Adults received wellness checks from Abington Jefferson Health, while children were given a presentation about staying safe at home and outdoors. Ventri Community Partnerships was on hand with their Mobile Teaching Kitchen, where they demonstrated knife safety and the proper way to prepare healthy veggie snacks like carrots, peppers, and cucumbers.
Einstein Hospital also provided information about preventative health, wellness and good nutrition, including a recipe for a delicious, no-bake snack – No Bake Energy Mix — easy enough for children to prepare and full of nutritious ingredients. Parents and children loved the free samples of the treat and were eager to test the recipe at home.
The Academy of Natural Sciences brought an interactive dinosaur touch table exhibit, where participants could handle real fossils and learn all about the creatures who left them behind.

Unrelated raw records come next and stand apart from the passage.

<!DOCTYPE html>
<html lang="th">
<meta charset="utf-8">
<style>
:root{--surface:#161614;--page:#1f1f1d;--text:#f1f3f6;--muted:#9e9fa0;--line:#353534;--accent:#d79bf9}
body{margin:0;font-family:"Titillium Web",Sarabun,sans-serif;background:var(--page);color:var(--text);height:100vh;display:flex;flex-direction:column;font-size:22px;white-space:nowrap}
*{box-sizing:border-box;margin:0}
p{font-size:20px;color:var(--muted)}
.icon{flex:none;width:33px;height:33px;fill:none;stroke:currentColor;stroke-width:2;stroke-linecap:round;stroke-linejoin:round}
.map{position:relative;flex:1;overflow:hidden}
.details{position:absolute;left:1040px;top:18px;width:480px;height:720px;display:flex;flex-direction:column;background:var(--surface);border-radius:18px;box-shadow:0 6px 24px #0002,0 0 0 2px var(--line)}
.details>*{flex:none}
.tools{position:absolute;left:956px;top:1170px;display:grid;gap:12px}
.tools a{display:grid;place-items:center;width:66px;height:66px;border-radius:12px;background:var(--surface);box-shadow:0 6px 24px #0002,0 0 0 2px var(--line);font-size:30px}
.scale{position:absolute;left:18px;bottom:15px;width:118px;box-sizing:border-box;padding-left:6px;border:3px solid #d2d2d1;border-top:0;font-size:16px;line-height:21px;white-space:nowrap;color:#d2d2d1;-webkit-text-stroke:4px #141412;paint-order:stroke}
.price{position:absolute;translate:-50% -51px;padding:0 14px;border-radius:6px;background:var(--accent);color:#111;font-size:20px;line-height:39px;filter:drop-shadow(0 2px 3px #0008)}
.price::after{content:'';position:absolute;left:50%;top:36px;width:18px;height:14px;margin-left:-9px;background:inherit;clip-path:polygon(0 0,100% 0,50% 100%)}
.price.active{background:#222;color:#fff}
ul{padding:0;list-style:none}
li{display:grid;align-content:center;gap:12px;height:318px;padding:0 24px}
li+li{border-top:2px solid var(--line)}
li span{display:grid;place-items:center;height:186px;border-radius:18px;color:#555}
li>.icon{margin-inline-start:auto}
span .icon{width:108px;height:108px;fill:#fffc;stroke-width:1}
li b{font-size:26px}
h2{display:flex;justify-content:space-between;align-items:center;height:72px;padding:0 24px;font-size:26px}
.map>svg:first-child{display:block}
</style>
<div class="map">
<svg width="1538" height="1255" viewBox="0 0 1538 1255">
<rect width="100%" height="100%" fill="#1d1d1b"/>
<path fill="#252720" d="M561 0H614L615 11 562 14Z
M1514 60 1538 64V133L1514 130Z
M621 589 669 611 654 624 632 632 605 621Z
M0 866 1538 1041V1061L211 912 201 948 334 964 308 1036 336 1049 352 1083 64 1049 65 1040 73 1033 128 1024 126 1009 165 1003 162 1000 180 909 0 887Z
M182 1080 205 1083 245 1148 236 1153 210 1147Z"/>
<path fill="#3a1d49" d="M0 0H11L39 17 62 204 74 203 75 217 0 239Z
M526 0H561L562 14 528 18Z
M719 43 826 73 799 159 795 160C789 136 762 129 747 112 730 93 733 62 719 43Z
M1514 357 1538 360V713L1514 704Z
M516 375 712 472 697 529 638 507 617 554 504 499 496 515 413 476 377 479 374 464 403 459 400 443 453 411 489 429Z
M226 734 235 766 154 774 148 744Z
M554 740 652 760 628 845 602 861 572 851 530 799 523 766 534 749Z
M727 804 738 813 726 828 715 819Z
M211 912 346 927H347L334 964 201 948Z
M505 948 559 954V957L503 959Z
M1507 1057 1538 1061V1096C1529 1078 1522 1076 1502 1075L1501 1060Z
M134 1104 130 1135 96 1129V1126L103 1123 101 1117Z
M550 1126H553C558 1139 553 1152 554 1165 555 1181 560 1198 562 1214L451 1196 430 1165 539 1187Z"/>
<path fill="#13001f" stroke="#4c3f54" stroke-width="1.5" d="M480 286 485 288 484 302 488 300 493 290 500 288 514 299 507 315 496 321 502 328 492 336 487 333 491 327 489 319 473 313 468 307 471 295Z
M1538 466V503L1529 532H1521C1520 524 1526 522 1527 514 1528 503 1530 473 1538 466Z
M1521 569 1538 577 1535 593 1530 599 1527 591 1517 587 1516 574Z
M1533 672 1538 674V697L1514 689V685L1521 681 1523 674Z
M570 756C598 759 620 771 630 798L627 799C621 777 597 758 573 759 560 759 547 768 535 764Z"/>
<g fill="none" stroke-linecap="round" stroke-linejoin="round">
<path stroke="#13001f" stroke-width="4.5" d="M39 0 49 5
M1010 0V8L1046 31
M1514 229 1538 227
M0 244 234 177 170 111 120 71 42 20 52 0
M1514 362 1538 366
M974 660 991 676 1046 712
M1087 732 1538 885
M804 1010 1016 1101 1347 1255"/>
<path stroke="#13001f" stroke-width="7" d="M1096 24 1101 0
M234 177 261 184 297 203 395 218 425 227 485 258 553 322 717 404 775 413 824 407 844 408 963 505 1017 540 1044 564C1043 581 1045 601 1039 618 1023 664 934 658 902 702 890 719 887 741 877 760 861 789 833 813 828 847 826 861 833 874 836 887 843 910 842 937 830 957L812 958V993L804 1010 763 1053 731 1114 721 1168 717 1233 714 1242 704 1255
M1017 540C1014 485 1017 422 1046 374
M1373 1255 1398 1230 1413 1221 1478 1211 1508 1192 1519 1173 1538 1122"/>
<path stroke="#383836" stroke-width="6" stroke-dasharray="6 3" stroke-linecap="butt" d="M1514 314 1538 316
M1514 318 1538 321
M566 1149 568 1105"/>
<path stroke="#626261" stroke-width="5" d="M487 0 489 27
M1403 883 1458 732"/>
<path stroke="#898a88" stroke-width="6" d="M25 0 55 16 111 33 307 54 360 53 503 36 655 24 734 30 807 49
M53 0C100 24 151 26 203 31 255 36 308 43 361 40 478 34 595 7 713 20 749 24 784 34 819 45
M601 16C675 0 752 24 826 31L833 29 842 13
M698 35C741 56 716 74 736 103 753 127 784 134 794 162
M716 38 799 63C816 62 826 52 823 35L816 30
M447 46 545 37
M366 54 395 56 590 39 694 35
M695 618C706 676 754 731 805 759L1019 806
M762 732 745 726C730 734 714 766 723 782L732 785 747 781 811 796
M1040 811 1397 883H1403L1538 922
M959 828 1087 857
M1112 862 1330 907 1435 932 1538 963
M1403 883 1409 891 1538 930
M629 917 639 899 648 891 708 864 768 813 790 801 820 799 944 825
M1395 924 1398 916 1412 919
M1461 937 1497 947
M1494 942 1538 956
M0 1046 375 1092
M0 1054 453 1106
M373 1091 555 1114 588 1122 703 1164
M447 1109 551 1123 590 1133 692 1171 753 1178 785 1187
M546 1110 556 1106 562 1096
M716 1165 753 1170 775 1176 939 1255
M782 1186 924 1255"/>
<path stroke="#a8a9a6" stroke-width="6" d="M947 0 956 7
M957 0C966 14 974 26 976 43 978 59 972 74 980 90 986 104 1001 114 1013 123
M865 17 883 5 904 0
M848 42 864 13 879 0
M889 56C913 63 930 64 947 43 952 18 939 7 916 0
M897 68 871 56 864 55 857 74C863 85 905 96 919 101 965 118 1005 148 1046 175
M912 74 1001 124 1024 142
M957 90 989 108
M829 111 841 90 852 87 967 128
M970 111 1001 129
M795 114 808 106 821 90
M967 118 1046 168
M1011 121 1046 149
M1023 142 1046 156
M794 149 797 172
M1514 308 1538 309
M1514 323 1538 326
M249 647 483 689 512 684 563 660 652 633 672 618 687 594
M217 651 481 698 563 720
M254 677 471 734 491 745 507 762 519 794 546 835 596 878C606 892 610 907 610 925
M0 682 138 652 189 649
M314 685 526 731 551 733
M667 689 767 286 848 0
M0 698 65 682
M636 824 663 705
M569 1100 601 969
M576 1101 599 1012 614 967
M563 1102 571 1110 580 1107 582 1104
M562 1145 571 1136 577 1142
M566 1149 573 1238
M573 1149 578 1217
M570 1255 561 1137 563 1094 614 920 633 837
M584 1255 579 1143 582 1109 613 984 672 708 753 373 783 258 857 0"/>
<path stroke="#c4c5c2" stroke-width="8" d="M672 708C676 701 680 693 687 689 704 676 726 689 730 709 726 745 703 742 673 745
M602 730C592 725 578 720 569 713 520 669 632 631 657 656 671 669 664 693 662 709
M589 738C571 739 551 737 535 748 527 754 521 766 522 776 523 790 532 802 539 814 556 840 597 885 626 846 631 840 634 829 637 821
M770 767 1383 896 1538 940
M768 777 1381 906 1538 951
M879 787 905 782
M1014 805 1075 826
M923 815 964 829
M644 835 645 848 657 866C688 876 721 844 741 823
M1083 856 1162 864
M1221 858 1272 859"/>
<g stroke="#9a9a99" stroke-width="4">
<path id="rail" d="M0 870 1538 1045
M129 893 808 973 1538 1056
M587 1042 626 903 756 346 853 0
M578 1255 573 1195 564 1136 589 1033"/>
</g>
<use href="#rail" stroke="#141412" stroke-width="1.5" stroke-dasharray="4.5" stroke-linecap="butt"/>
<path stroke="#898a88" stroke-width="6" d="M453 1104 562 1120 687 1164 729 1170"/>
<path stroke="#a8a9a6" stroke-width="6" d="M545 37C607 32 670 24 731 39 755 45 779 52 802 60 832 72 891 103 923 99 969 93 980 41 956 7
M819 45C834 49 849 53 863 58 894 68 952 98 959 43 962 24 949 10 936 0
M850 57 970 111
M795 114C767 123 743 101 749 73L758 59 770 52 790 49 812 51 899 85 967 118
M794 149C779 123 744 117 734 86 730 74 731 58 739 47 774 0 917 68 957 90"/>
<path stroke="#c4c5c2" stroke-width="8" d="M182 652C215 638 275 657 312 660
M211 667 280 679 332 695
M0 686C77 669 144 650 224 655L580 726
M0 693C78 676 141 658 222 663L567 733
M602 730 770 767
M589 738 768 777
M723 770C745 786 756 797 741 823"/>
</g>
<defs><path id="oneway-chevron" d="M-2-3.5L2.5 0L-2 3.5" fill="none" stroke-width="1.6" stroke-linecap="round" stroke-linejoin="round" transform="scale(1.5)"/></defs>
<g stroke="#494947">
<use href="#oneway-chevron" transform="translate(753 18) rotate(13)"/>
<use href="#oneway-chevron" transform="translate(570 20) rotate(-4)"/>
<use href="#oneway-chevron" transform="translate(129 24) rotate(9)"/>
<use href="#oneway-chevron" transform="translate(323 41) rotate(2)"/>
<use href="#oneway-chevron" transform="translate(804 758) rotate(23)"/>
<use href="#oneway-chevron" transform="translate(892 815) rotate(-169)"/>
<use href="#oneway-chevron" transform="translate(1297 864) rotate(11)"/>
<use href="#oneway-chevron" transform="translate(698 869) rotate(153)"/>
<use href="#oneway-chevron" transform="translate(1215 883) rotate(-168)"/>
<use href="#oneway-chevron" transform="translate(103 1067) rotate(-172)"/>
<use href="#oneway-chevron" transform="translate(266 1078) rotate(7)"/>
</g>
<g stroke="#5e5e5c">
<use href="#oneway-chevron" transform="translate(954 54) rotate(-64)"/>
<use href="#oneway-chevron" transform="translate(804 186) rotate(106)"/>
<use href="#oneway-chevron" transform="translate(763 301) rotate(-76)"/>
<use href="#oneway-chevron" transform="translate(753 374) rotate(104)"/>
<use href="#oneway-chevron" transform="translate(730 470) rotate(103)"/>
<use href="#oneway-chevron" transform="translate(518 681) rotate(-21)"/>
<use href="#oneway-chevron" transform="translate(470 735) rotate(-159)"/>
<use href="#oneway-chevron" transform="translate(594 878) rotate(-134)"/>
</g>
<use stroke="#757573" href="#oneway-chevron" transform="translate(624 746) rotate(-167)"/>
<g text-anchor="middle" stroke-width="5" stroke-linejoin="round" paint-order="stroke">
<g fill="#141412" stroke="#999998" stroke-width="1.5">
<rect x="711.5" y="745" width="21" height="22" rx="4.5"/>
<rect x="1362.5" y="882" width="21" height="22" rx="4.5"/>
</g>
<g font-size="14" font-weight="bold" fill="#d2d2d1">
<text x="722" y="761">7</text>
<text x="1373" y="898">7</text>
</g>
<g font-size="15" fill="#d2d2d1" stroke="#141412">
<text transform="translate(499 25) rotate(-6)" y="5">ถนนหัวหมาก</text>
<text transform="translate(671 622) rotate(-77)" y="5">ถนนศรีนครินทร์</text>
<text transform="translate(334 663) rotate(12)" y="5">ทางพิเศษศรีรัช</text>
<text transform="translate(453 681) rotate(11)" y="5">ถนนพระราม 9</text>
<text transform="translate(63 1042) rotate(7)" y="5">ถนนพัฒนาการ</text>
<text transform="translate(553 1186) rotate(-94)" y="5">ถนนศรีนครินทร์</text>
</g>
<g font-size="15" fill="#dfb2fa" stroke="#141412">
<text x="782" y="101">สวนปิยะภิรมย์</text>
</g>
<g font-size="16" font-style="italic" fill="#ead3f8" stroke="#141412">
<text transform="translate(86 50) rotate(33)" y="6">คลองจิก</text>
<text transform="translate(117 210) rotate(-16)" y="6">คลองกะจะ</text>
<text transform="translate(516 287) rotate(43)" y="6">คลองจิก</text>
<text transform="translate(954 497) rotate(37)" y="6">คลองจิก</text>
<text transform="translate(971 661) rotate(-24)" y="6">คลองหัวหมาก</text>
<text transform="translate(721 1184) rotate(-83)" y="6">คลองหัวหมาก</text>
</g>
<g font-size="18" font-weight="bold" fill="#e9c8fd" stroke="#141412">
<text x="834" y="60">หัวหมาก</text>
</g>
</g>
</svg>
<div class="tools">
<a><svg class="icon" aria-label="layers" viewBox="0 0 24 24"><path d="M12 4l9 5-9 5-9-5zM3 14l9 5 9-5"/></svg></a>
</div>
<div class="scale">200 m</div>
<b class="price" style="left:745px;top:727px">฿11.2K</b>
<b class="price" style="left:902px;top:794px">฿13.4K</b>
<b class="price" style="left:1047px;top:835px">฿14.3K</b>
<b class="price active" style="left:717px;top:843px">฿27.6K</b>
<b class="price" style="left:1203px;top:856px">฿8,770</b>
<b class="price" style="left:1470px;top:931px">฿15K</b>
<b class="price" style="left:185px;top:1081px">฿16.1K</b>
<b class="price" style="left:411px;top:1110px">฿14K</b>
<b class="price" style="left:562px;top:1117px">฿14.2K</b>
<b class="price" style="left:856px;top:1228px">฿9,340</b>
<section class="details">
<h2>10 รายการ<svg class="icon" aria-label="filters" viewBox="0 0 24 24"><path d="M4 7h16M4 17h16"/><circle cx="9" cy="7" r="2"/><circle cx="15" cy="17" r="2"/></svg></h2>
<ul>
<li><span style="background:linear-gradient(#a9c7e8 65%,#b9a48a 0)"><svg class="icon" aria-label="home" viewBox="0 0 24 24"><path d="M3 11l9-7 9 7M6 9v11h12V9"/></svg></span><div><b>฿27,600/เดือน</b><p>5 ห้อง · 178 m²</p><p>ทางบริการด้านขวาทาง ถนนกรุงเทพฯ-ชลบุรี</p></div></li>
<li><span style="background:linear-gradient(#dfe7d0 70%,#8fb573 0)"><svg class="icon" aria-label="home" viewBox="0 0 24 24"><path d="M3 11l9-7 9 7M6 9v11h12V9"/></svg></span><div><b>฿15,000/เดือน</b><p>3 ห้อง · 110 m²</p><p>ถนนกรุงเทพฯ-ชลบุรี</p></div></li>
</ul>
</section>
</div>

Live animals were also part of the celebration, thanks to the Elmwood Park Zoo and the mammal, bird and reptile presentation. The families were introduced to a snake, a bullfrog, and an owl during the presentation.
Let’s Go Outdoors — a local non-profit which encourages environmental stewardship and outdoor activities — handed out information about its free, three-part touch-point program available to children from third grade and up. The program includes an interactive classroom activity, an outdoor educational activity, culminating in a related field trip. Some of their many partners include the Fairmount Water Works, Awbury Arboretum, Overbrook Environmental Education Center, Friends of the Wissahickon and the Diverse Environmental Speakers Network.
The American Helicopter Institute (AHI) brought “Stubby,” its interactive traveling helicopter. The helicopter — initially used to train U. S. Army pilots — was acquired by AHI in 1998. “Stubby” received its nickname when the aircraft’s rotor blades were shortened by museum volunteers to facilitate handling and transportation. Although it can no longer fly, the control panel and other necessary apparatus work so that students can see how a real helicopter operates. Parents and children alike took turns at the controls, relishing this rare hands-on learning opportunity.
Sen. Haywood’s office is happy to assist parents with referrals to after-school programs and activities throughout the school year.